例えば2019年7月には日本ハムと細胞培養肉製造に向けた基盤技術の共同開発が始まり、同年10月には信州大学とニワトリを殺さずに細胞を安定的に回収・培養する共同研究を開始している。また、2020年7月にはシンガポールの細胞農業企業・Shiok Meatsと共同で「エビ細胞培養肉」の共同研究を開始することも発表され、細胞培養における国内外ネットワーク拡張を続けている。
そんな同社事業の中心となるのは、独自の汎用大規模細胞培養技術「CulNet System(以下、カルネットシステム)」。動物体内を模した環境を構築することで、細胞培養の高コスト原因であった成長因子の外部添加を不要にし、コスメに使用可能なエキス成分から食肉に用いる細胞成分まで、様々な利用範囲をもつ成分を安価で大量に生産できる技術である。
このカルネットシステムの共培養(2種以上の細胞種や組織を一緒に培養すること)を構成している細胞が、肌に有用な成分を作り出していることを発見し、化粧品分野への応用を約2年間進めてきたという。
そして今回、「卵」の胎盤様組織にある3種類の細胞(3mix細胞 ※)の培養上清液を新規化粧品原料「セラメント」として開発することに成功し、商品化するに至ったというわけだ。
※3mix細胞:鶏卵の胚膜(胎盤に相当する部分)にある3つの細胞を指す。羊膜(ようまく)・卵黄嚢(らんおうのう)・漿尿膜(しょうにょうまく、漿膜と尿膜をまとめたもの)
セラメントには、成長因子(グロースファクター)、アミノ酸、ビタミン等、肌に有用な生理活性物質が豊富に含まれ、線維芽細胞増殖促進/抗酸化/保湿/皮脂合成抑制等のエビデンスが確認できているという。

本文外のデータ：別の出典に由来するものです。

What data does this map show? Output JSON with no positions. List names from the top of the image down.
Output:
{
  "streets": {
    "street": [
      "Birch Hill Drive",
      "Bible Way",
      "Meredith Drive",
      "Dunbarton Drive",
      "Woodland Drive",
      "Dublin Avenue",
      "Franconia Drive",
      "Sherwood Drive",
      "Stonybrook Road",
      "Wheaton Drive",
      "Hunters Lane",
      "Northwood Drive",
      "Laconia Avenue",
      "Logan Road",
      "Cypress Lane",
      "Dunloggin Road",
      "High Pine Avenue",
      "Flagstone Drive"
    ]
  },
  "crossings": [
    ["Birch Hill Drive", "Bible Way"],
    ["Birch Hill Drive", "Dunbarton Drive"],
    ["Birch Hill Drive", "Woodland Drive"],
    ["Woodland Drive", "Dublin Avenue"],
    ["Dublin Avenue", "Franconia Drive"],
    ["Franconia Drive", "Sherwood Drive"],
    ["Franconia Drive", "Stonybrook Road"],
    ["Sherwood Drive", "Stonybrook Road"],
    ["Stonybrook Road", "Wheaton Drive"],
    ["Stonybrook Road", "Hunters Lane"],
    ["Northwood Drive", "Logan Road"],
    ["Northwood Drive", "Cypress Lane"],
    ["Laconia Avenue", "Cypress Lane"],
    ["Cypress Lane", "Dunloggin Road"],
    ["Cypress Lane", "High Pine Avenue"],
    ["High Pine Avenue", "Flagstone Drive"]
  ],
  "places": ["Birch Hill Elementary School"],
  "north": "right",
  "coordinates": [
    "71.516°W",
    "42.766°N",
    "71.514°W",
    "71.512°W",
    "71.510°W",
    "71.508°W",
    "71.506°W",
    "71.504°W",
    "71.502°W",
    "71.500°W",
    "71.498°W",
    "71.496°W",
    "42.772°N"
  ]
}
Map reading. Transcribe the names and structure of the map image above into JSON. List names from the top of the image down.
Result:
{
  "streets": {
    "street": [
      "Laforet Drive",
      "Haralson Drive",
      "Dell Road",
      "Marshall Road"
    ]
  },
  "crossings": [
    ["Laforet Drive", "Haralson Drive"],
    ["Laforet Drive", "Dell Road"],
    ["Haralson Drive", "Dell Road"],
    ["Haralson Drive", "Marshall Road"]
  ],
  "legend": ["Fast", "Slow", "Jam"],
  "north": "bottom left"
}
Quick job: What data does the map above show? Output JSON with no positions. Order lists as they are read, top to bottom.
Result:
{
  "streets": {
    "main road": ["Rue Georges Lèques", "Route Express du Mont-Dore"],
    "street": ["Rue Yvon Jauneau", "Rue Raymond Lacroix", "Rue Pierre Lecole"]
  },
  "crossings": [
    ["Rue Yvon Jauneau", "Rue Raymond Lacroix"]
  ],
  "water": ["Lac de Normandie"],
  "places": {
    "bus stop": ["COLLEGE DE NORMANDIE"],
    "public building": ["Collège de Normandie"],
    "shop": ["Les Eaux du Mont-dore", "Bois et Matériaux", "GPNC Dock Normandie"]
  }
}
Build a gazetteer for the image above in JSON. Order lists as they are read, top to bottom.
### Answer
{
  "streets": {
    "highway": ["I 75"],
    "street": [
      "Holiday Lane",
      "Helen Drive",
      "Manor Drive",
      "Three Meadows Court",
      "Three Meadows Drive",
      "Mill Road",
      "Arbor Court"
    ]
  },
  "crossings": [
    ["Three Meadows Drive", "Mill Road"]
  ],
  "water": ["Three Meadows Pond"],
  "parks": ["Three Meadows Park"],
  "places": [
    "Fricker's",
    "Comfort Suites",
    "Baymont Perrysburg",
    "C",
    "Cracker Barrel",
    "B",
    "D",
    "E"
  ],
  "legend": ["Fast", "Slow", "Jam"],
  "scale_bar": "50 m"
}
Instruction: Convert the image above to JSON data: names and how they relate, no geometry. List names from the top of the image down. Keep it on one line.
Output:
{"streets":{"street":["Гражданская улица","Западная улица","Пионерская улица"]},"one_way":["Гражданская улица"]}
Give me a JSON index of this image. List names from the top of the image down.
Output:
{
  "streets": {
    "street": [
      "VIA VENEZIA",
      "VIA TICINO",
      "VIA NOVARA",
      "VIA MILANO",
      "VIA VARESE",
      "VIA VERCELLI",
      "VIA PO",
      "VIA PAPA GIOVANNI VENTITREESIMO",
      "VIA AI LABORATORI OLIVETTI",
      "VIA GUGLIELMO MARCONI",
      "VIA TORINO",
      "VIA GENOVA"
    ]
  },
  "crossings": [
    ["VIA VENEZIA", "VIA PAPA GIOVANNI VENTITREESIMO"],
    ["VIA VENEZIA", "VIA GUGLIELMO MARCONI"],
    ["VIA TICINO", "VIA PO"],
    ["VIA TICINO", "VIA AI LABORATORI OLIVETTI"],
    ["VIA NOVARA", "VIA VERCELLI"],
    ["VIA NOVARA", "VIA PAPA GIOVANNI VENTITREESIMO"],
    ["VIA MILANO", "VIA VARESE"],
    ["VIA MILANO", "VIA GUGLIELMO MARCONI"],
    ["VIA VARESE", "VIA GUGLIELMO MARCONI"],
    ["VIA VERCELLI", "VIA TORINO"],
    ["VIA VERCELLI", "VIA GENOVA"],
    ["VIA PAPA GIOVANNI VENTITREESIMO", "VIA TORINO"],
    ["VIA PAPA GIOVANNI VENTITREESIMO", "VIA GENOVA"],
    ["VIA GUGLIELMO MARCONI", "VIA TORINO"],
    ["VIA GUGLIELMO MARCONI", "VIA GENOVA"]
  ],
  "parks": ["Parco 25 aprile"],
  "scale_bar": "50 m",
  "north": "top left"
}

原料素材には、ワクチン製造にも使われる安全性の高い国産の卵を使用しており、すでに米国パーソナルケア製品評議会(PCPC)にて新規化粧品原料として登録済となっている。
セラメントの概要は下記の通り
・化粧品表示名称:ニワトリ胚体外膜細胞順化培養液
・INCI名:Chicken Extraembryonic Membrane Cell Conditioned Media
・特許出願番号:2018-210910
・製造国:日本
・8つの安全性試験クリア済:ヒト皮膚パッチ試験/3次元皮膚1次刺激代替試験/3次元眼刺激代替試験/皮膚感作性代替試験 (KeratinoSens、h-CLAT)/RIPT試験(アレルギーテスト/累積刺激)/アレルゲン分析/ウイルス検査/染色体異常
・WEBサイト:https://www.cellament.jp/
化粧品でよく見るプラセンタやスクアレン(スクワラン)などは、動物由来の機能性物質だが、製品化するまでに環境へ大きな負荷がかかることから、持続可能性やアニマルウェルフェアなどの観点から、食品と同様に社会問題となっている。
インテグリカルチャーの細胞農業技術を応用することで、食培養肉の副産物から作られる「CELLAMENT®」のように、食料以外にもさまざまな製品が生み出され、多くの分野で持続可能な生産方式が広がる事が期待されるだろう。